From Dream-Memories of Tao’an by Zhang Dai

At the end of the Chongzhen Emperor’s fifth year (1633), when I was living by the West Lake, there were three days of heavy snowfall, and the usual sounds of humans and birds on the lake were replaced with silence.

One evening, just as night was falling, I took a small boat out to Heart-of-the-Lake Pavilion to watch the snow, wrapped tightly in furs and huddling over a charcoal burner. Sky, clouds, hills and lake were all the same white amid the fog and the frost, and the only reflections in the lake were a slash of causeway, a dot of pavilion, a mustard seed of a boat, and the two or three specks of ourselves aboard it.

We arrived at the pavilion and found two people sitting on a felt blanket, with a serving-boy warming wine in water that had just come to a boil. They were pleasantly surprised to see me— “Who’d have thought there’d be someone else out here!”—and dragged me over to drink with them.

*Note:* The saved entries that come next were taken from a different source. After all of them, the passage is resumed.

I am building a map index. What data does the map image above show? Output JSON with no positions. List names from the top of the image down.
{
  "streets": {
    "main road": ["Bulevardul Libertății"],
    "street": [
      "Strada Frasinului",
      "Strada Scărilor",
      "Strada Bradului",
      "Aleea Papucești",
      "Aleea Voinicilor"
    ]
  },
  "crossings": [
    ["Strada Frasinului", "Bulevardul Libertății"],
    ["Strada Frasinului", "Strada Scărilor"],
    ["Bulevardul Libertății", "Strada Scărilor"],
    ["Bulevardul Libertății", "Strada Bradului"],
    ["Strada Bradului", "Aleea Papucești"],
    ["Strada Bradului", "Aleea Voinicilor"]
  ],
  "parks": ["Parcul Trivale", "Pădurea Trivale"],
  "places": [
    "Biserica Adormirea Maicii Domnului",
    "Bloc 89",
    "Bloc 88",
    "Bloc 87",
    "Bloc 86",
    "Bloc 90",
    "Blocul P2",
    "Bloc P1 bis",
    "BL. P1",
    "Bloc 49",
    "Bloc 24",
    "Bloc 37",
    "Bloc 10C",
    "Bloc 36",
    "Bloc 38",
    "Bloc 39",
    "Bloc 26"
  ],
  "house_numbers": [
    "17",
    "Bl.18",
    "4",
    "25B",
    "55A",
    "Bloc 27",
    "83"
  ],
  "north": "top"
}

I drank three large cups—they insisted—and excused myself, though not before asking their names. They turned out to be tourists, visiting from the southern capital. When I got back into the boat, the boatman muttered, “The gentleman may be mad, but I suppose he isn’t the only one.”

This post is part of FP’s ongoing coverage of the Trump administration. Follow along here.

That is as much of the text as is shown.